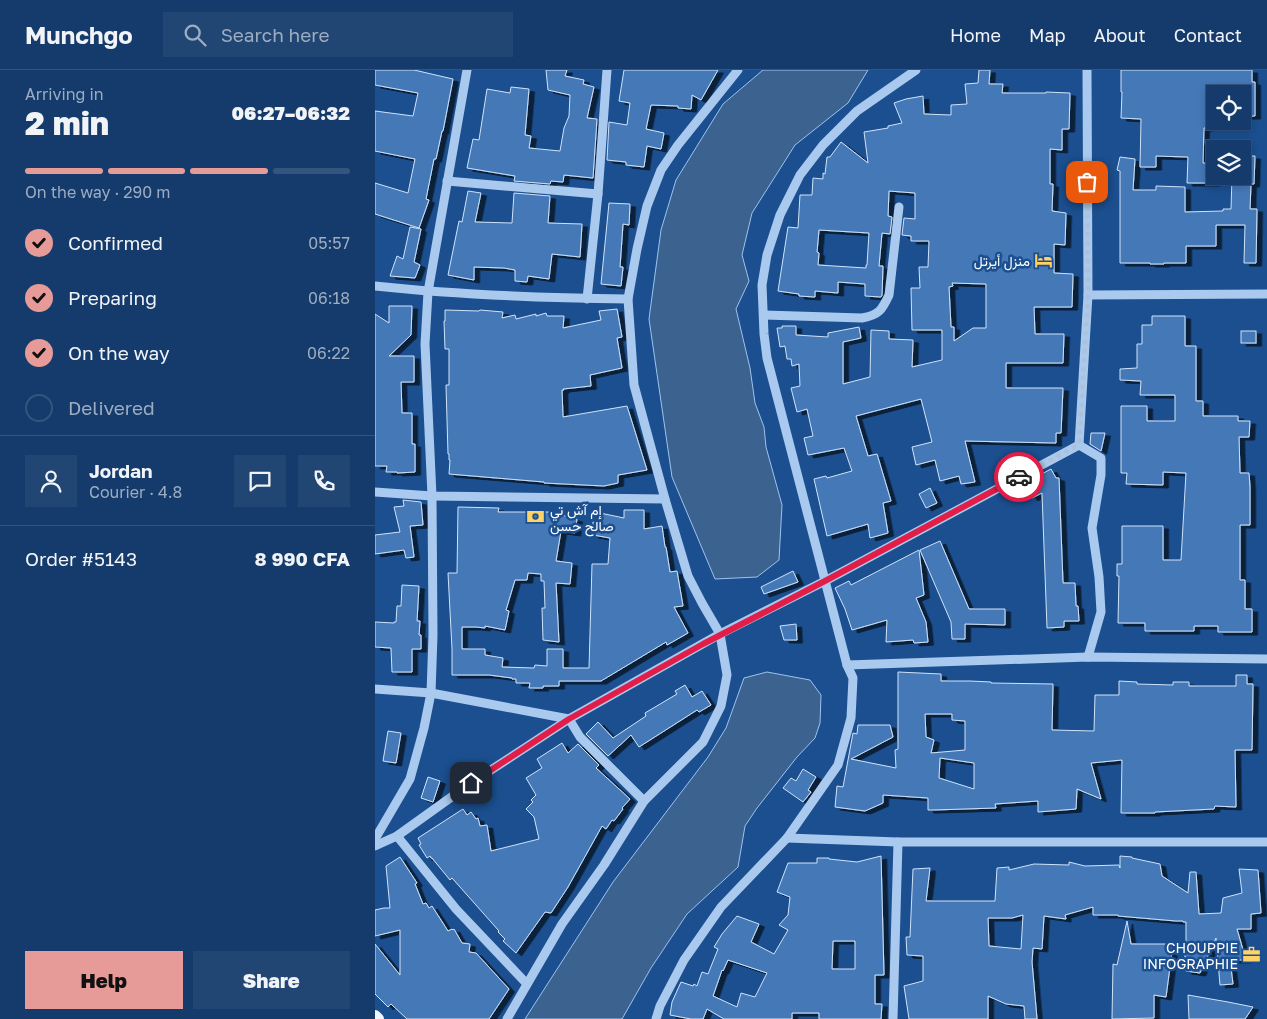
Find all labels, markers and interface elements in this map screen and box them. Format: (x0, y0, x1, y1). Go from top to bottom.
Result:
search box (163, 12, 513, 57)
text: Munchgo (25, 20, 133, 49)
icon: search (181, 21, 209, 49)
text: Search here (221, 23, 330, 46)
text: Home (950, 24, 1001, 46)
text: Map (1029, 24, 1066, 46)
text: About (1094, 24, 1146, 46)
text: Contact (1174, 24, 1242, 46)
text: Arriving in (25, 84, 104, 104)
map controls (1206, 85, 1251, 185)
button: locate (1206, 85, 1251, 130)
text: 06:27–06:32 (232, 101, 350, 124)
text: 2 min (25, 104, 109, 142)
button: layers (1206, 140, 1251, 185)
pin (1066, 161, 1108, 203)
icon: bag (1073, 168, 1101, 196)
text: On the way · 290 m (25, 182, 170, 202)
icon: check (25, 229, 53, 257)
text: Confirmed (68, 231, 163, 254)
text: 05:57 (308, 233, 350, 253)
hotel icon: منزل أيرتل (1034, 250, 1054, 270)
place label: منزل أيرتل (974, 252, 1030, 271)
icon: check (25, 284, 53, 312)
text: Preparing (68, 286, 157, 309)
text: 06:18 (308, 288, 350, 308)
icon: check (25, 339, 53, 367)
text: On the way (68, 341, 170, 364)
text: 06:22 (307, 343, 350, 363)
text: Delivered (68, 396, 155, 419)
courier (994, 452, 1044, 502)
button: person (25, 455, 77, 507)
button: chat (234, 455, 286, 507)
button: phone (298, 455, 350, 507)
text: Jordan (89, 459, 153, 482)
icon: car (1005, 463, 1033, 491)
text: Courier · 4.8 (89, 482, 182, 502)
place label: إم آش تي صالح حسن (550, 501, 614, 537)
bank icon: إم آش تي صالح حسن (526, 507, 546, 527)
text: Order #5143 (25, 547, 137, 570)
text: 8 990 CFA (255, 547, 350, 570)
pin (450, 762, 492, 804)
icon: home (457, 769, 485, 797)
place label: CHOUPPIE INFOGRAPHIE (1143, 939, 1238, 972)
office icon: CHOUPPIE INFOGRAPHIE (1242, 945, 1262, 965)
button: Help (25, 951, 183, 1009)
button: Share (193, 951, 350, 1009)

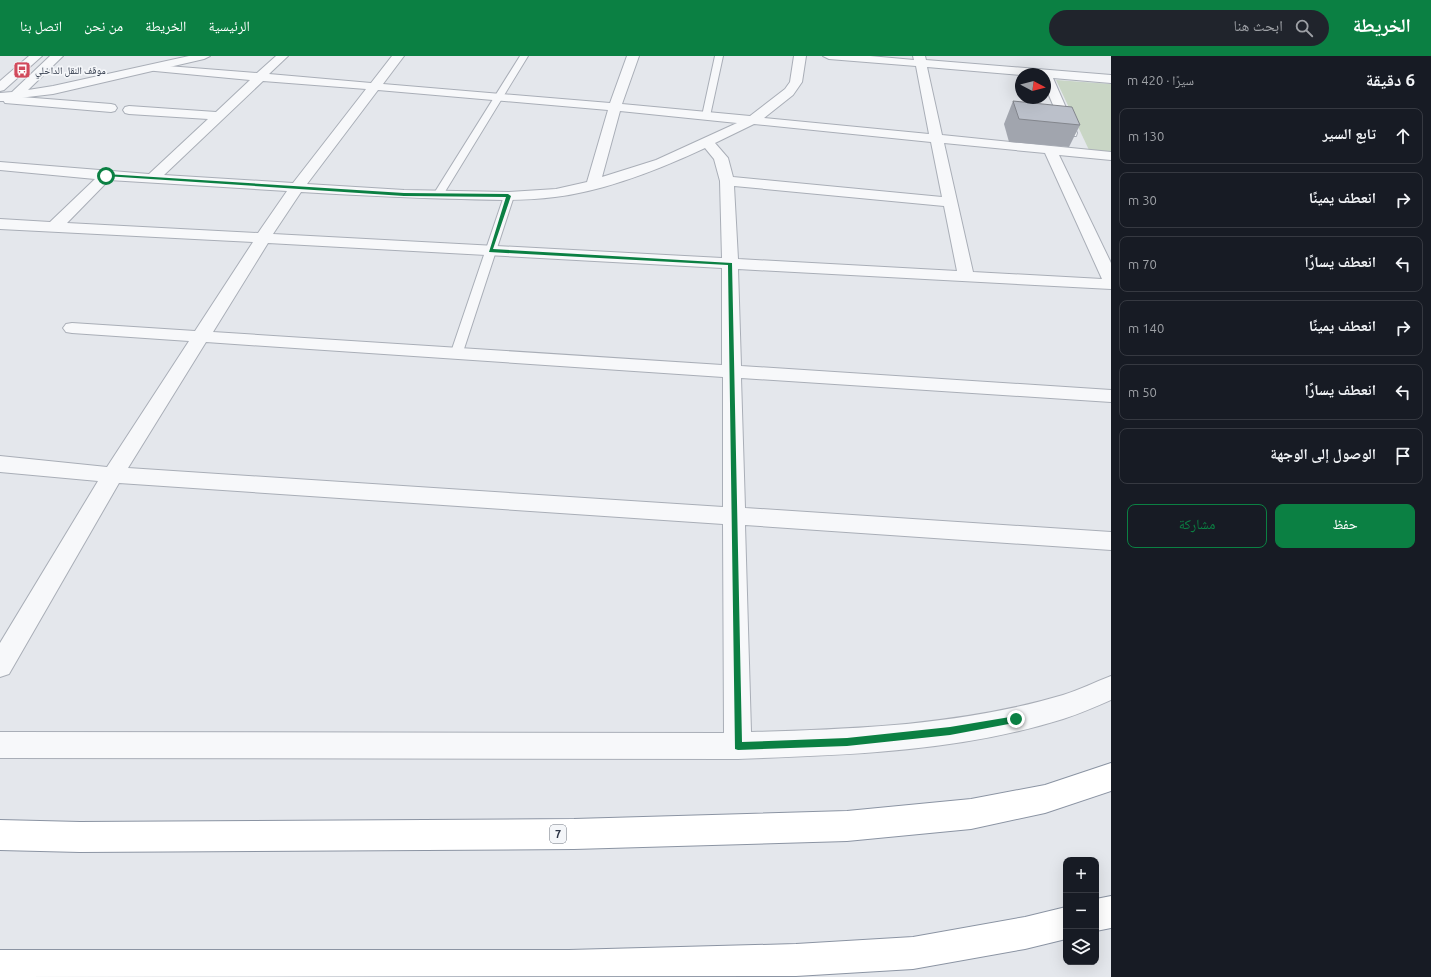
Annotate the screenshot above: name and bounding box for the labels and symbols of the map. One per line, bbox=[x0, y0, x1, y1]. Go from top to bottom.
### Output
bus stop icon: موقف النقل الداخلي bbox=[12, 60, 32, 80]
place label: موقف النقل الداخلي bbox=[35, 65, 106, 79]
north arrow bbox=[1015, 68, 1051, 104]
route start bbox=[97, 167, 115, 185]
route end bbox=[1007, 710, 1025, 728]
road number: 7 bbox=[550, 825, 566, 843]

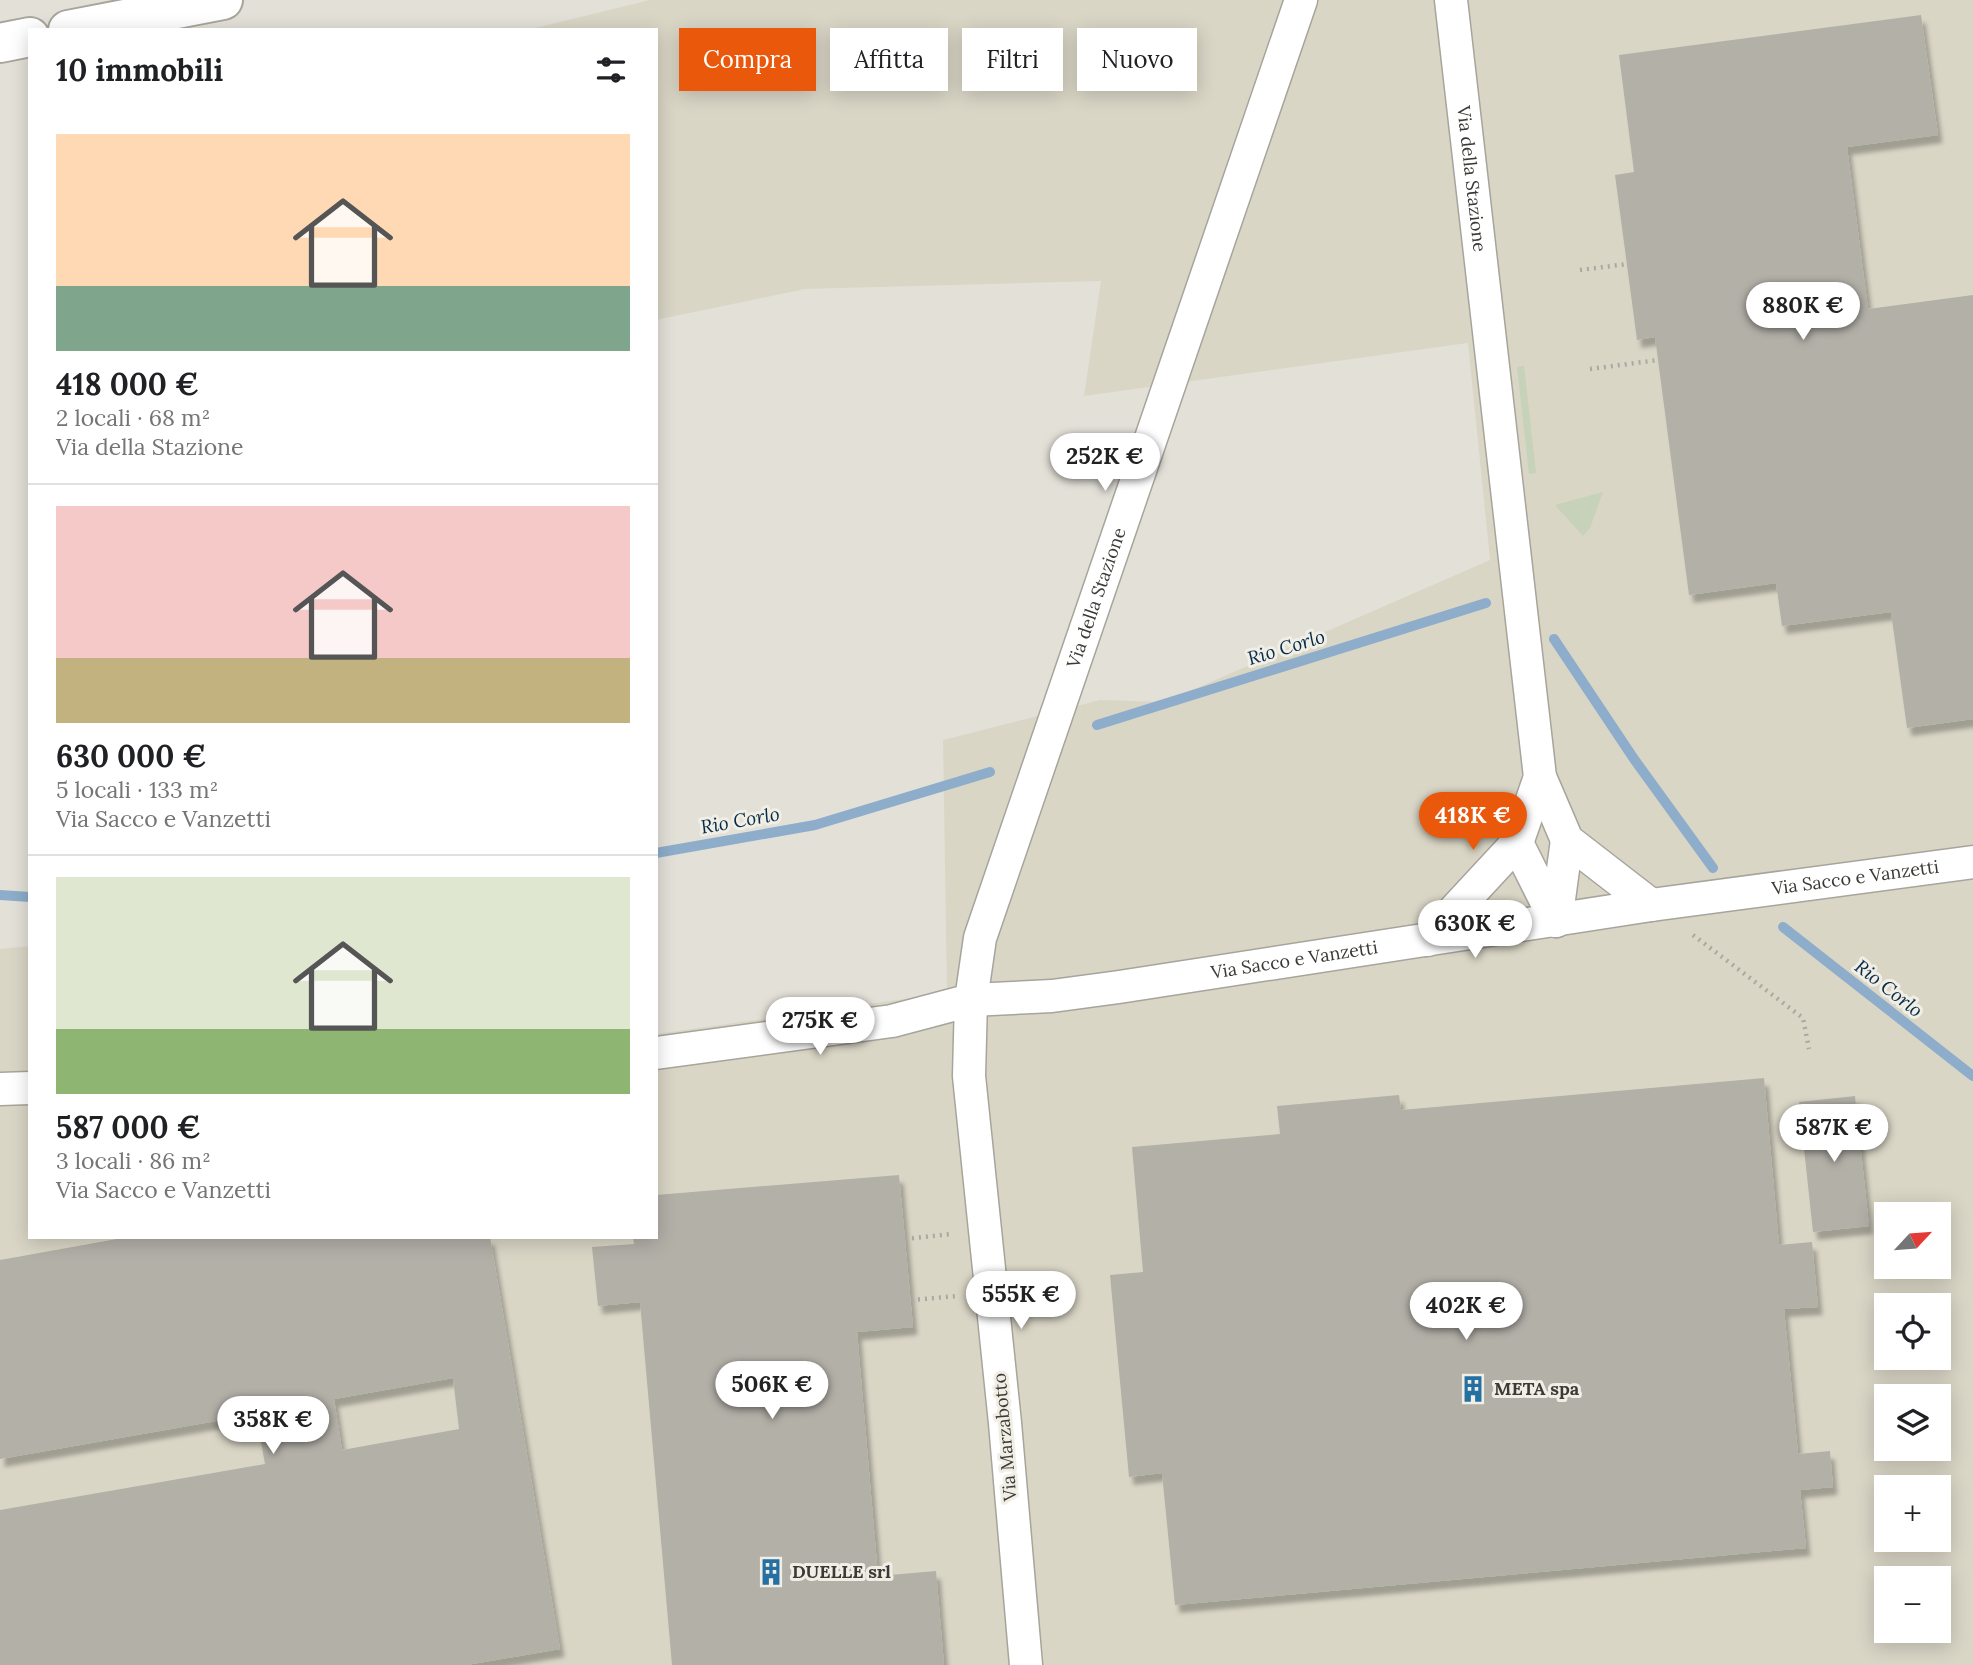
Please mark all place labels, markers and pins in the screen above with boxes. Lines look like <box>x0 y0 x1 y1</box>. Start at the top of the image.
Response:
pin: 880K € <box>1746 282 1860 342</box>
pin: 252K € <box>1048 434 1162 493</box>
pin: 418K € <box>1416 792 1530 852</box>
pin: 630K € <box>1418 900 1532 960</box>
pin: 275K € <box>763 998 877 1057</box>
pin: 587K € <box>1777 1104 1891 1164</box>
pin: 555K € <box>964 1272 1078 1331</box>
pin: 402K € <box>1409 1282 1523 1342</box>
pin: 506K € <box>715 1362 829 1421</box>
building icon: META spa <box>1458 1374 1488 1404</box>
place label: META spa <box>1494 1377 1580 1400</box>
pin: 358K € <box>216 1396 330 1456</box>
building icon: DUELLE srl <box>756 1557 786 1587</box>
place label: DUELLE srl <box>792 1560 891 1583</box>

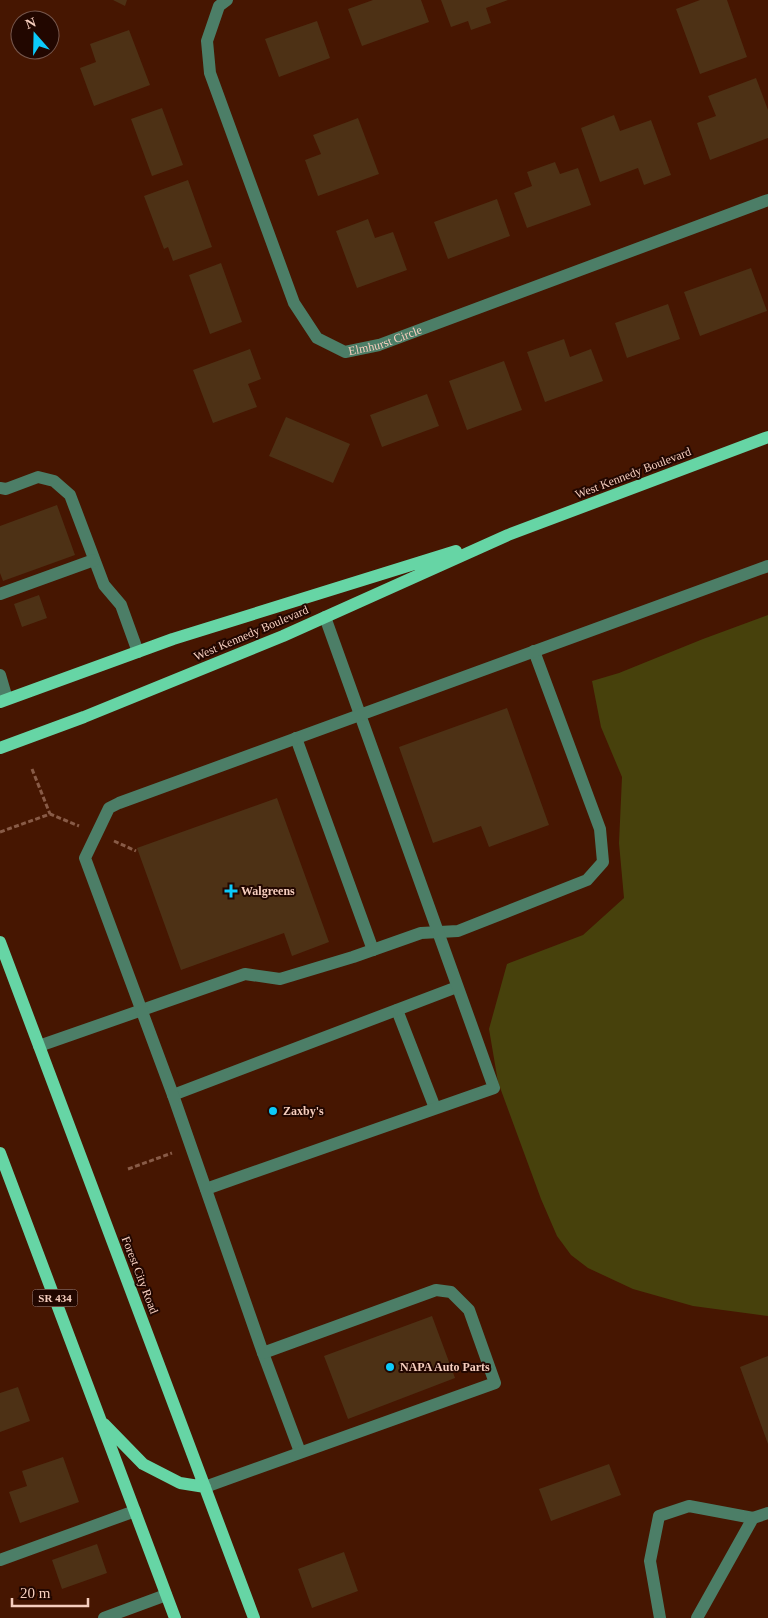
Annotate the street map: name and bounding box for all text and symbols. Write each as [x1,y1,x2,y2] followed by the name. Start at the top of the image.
[10,10,60,60] north arrow
[23,14,38,32] text: N
[347,323,424,358] street label: Elmhurst Circle
[573,444,693,502] street label: West Kennedy Boulevard
[192,603,310,663] street label: West Kennedy Boulevard
[241,884,295,898] place label: Walgreens
[225,885,237,897] marker: Walgreens
[283,1104,324,1118] place label: Zaxby's
[267,1105,279,1117] marker: Zaxby's
[119,1234,161,1316] street label: Forest City Road
[32,1290,78,1306] road number: SR 434
[400,1360,490,1374] place label: NAPA Auto Parts
[384,1361,396,1373] marker: NAPA Auto Parts
[12,1576,89,1608] scale bar
[20,1585,51,1601] text: 20 m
-*-*-
The response should reproduce all the material above exactly and leave out its pictures.

Find all labels, markers and interface elements in this map screen and box them. Format: (x0, y0, x1, y1). Go from top to bottom.
Result:
search box (163, 12, 513, 57)
text: Munchgo (25, 20, 133, 49)
icon: search (181, 21, 209, 49)
text: Search here (221, 23, 330, 46)
text: Home (950, 24, 1001, 46)
text: Map (1029, 24, 1066, 46)
text: About (1094, 24, 1146, 46)
text: Contact (1174, 24, 1242, 46)
text: Arriving in (25, 84, 104, 104)
map controls (1206, 85, 1251, 185)
button: locate (1206, 85, 1251, 130)
text: 06:27–06:32 (232, 101, 350, 124)
text: 2 min (25, 104, 109, 142)
button: layers (1206, 140, 1251, 185)
pin (1066, 161, 1108, 203)
icon: bag (1073, 168, 1101, 196)
text: On the way · 290 m (25, 182, 170, 202)
icon: check (25, 229, 53, 257)
text: Confirmed (68, 231, 163, 254)
text: 05:57 (308, 233, 350, 253)
hotel icon: منزل أيرتل (1034, 250, 1054, 270)
place label: منزل أيرتل (974, 252, 1030, 271)
icon: check (25, 284, 53, 312)
text: Preparing (68, 286, 157, 309)
text: 06:18 (308, 288, 350, 308)
icon: check (25, 339, 53, 367)
text: On the way (68, 341, 170, 364)
text: 06:22 (307, 343, 350, 363)
text: Delivered (68, 396, 155, 419)
courier (994, 452, 1044, 502)
button: person (25, 455, 77, 507)
button: chat (234, 455, 286, 507)
button: phone (298, 455, 350, 507)
text: Jordan (89, 459, 153, 482)
icon: car (1005, 463, 1033, 491)
text: Courier · 4.8 (89, 482, 182, 502)
place label: إم آش تي صالح حسن (550, 501, 614, 537)
bank icon: إم آش تي صالح حسن (526, 507, 546, 527)
text: Order #5143 (25, 547, 137, 570)
text: 8 990 CFA (255, 547, 350, 570)
pin (450, 762, 492, 804)
icon: home (457, 769, 485, 797)
place label: CHOUPPIE INFOGRAPHIE (1143, 939, 1238, 972)
office icon: CHOUPPIE INFOGRAPHIE (1242, 945, 1262, 965)
button: Help (25, 951, 183, 1009)
button: Share (193, 951, 350, 1009)

Annotate the screenshot above: name and bounding box for the labels and symbols of the map. One per line, bbox=[x0, y0, x1, y1]. Go from top to bottom.
### Output
bus stop icon: موقف النقل الداخلي bbox=[12, 60, 32, 80]
place label: موقف النقل الداخلي bbox=[35, 65, 106, 79]
north arrow bbox=[1015, 68, 1051, 104]
route start bbox=[97, 167, 115, 185]
route end bbox=[1007, 710, 1025, 728]
road number: 7 bbox=[550, 825, 566, 843]

Please mark all place labels, markers and pins in the screen above with boxes. Lines look like <box>x0 y0 x1 y1</box>. Start at the top of the image.
Response:
pin: 880K € <box>1746 282 1860 342</box>
pin: 252K € <box>1048 434 1162 493</box>
pin: 418K € <box>1416 792 1530 852</box>
pin: 630K € <box>1418 900 1532 960</box>
pin: 275K € <box>763 998 877 1057</box>
pin: 587K € <box>1777 1104 1891 1164</box>
pin: 555K € <box>964 1272 1078 1331</box>
pin: 402K € <box>1409 1282 1523 1342</box>
pin: 506K € <box>715 1362 829 1421</box>
building icon: META spa <box>1458 1374 1488 1404</box>
place label: META spa <box>1494 1377 1580 1400</box>
pin: 358K € <box>216 1396 330 1456</box>
building icon: DUELLE srl <box>756 1557 786 1587</box>
place label: DUELLE srl <box>792 1560 891 1583</box>

Annotate the street map: name and bounding box for all text and symbols. Write each as [x1,y1,x2,y2] followed by the name. Start at the top of the image.
[10,10,60,60] north arrow
[23,14,38,32] text: N
[347,323,424,358] street label: Elmhurst Circle
[573,444,693,502] street label: West Kennedy Boulevard
[192,603,310,663] street label: West Kennedy Boulevard
[241,884,295,898] place label: Walgreens
[225,885,237,897] marker: Walgreens
[283,1104,324,1118] place label: Zaxby's
[267,1105,279,1117] marker: Zaxby's
[119,1234,161,1316] street label: Forest City Road
[32,1290,78,1306] road number: SR 434
[400,1360,490,1374] place label: NAPA Auto Parts
[384,1361,396,1373] marker: NAPA Auto Parts
[12,1576,89,1608] scale bar
[20,1585,51,1601] text: 20 m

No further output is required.